▶ _EXERCISE REQUIREMENTS_
Working from the top of the records below, reproduce each line exactly, ending once you have written the line containing "filter:drop-shadow(2px 0 #54484a)".

+ + + + + + +

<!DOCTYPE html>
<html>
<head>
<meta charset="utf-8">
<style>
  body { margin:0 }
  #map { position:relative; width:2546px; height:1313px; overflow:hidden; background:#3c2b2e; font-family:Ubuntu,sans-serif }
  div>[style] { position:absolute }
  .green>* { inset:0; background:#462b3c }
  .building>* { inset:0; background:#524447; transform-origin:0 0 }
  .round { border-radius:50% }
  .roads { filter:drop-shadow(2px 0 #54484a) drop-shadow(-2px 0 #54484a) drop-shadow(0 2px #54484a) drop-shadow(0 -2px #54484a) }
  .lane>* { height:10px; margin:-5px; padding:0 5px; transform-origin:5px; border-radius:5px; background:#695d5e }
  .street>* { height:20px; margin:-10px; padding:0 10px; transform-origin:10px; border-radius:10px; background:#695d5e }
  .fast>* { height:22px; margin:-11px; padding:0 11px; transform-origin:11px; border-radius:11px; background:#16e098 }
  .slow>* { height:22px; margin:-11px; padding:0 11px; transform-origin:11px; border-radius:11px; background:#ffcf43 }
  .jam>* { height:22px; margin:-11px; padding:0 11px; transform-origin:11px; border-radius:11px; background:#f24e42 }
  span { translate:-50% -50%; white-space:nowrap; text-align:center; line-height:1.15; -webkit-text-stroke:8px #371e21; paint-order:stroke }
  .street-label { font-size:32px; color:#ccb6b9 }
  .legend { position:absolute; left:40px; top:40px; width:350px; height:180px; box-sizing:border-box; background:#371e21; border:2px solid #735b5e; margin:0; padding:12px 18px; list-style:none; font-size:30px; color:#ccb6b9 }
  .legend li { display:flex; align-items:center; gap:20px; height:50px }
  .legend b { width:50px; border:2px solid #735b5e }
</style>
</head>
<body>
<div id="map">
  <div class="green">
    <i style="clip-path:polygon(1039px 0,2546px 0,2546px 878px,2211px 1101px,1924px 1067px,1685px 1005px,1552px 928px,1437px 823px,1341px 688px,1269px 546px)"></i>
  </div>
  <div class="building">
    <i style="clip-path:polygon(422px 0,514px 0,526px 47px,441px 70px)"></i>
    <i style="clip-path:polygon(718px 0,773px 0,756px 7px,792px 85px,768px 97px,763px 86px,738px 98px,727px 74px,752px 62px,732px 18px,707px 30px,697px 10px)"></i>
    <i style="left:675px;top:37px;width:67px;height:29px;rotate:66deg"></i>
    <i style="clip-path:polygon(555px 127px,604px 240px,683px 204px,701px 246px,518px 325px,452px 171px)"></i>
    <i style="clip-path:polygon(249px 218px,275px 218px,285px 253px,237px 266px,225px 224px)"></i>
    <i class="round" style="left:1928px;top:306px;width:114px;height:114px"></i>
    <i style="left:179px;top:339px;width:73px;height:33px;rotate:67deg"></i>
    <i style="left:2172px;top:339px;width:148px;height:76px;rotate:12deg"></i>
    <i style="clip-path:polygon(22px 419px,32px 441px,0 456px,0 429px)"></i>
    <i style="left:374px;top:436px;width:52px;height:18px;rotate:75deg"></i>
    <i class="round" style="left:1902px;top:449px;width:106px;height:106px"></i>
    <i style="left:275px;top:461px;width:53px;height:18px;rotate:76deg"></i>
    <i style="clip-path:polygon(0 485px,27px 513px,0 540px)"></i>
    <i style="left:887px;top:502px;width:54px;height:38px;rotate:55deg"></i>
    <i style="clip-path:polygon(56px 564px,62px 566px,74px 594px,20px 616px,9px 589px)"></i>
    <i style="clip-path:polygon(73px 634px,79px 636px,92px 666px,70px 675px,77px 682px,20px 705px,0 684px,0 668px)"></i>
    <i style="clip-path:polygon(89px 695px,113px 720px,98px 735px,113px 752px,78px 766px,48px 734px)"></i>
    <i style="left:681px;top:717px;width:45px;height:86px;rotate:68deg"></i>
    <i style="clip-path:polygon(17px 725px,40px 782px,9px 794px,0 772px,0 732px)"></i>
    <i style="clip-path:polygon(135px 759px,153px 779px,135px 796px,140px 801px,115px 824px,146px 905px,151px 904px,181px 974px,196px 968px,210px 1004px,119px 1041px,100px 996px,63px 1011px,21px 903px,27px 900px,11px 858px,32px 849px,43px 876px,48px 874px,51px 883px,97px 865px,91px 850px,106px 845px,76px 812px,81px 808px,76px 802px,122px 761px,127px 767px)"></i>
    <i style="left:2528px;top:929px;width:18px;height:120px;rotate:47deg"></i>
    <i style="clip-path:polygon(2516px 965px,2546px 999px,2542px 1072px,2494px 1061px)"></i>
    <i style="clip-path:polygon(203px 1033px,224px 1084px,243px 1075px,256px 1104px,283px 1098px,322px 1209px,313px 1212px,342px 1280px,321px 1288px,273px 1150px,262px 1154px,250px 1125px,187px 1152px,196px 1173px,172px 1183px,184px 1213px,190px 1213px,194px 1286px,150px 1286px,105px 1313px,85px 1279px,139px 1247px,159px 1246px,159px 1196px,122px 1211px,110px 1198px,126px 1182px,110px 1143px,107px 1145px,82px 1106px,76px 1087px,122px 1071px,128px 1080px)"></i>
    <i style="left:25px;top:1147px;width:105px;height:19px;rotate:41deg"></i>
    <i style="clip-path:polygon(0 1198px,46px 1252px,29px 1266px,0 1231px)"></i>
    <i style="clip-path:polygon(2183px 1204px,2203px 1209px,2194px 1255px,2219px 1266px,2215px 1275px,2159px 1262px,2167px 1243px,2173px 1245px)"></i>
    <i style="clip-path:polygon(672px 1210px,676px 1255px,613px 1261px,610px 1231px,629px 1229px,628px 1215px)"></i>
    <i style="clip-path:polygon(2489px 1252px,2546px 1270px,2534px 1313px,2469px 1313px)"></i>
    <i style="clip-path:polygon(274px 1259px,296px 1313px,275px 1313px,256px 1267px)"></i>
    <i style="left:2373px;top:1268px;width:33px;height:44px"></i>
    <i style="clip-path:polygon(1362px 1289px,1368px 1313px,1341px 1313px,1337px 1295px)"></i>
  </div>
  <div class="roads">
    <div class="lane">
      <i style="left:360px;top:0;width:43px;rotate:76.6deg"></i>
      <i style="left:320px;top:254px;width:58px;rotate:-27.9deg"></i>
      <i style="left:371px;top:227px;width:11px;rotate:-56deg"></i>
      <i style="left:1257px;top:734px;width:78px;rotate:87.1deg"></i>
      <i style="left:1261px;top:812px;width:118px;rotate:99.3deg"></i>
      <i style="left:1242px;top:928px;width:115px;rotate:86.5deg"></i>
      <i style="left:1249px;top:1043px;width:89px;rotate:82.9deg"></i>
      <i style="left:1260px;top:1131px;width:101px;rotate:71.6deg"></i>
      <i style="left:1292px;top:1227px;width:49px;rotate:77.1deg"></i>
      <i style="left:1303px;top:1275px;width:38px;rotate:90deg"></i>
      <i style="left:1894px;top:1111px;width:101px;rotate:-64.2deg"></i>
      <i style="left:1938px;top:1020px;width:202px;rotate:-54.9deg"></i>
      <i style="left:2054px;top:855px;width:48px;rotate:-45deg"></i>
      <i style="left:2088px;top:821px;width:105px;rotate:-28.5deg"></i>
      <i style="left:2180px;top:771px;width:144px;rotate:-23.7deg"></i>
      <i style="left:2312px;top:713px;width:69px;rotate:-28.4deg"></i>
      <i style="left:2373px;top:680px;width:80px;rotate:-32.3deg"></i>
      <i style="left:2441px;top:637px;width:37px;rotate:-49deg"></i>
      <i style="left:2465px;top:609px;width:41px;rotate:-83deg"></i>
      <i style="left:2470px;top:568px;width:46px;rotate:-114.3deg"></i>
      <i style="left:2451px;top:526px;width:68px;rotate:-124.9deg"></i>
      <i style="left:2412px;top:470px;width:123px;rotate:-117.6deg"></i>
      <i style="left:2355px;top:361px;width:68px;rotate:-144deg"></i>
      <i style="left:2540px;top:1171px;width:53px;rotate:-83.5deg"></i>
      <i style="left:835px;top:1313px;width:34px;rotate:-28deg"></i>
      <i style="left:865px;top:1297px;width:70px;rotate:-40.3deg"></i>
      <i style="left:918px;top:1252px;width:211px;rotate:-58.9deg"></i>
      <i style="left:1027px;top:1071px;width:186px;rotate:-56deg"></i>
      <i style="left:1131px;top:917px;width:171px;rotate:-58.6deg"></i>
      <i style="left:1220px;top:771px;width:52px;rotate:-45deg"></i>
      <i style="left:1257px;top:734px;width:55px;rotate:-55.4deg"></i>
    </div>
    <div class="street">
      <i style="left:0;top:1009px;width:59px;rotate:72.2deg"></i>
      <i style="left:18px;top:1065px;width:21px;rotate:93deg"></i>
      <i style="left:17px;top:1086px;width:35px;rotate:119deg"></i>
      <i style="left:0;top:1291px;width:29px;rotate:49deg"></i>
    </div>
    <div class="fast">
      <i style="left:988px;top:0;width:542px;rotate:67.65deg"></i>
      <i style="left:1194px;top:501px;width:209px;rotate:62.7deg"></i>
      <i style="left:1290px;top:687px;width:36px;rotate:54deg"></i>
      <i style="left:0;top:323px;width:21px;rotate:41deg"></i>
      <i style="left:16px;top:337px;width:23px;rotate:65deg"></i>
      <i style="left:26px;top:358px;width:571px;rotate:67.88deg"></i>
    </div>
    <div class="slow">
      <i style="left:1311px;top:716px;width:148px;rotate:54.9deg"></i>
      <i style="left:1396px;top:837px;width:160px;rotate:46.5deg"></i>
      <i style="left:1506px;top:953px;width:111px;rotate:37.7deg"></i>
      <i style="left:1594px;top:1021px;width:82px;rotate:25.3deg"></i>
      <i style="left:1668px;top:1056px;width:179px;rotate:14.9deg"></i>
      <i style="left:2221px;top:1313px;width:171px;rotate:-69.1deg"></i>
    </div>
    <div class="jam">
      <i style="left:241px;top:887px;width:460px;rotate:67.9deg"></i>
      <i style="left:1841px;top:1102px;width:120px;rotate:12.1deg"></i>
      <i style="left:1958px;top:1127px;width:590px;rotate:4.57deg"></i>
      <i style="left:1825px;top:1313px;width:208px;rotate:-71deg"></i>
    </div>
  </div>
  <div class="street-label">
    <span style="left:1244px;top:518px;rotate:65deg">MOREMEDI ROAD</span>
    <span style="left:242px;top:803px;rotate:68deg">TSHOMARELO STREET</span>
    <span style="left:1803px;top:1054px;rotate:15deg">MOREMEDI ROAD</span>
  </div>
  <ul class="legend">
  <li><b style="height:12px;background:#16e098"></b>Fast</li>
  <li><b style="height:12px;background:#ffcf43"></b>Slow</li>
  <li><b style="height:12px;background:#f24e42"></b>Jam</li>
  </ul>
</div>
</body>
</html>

+ + + + + + +

▶ _RESULT BELOW_
<!DOCTYPE html>
<html>
<head>
<meta charset="utf-8">
<style>
  body { margin:0 }
  #map { position:relative; width:2546px; height:1313px; overflow:hidden; background:#3c2b2e; font-family:Ubuntu,sans-serif }
  div>[style] { position:absolute }
  .green>* { inset:0; background:#462b3c }
  .building>* { inset:0; background:#524447; transform-origin:0 0 }
  .round { border-radius:50% }
  .roads { filter:drop-shadow(2px 0 #54484a) drop-shadow(-2px 0 #54484a) drop-shadow(0 2px #54484a) drop-shadow(0 -2px #54484a) }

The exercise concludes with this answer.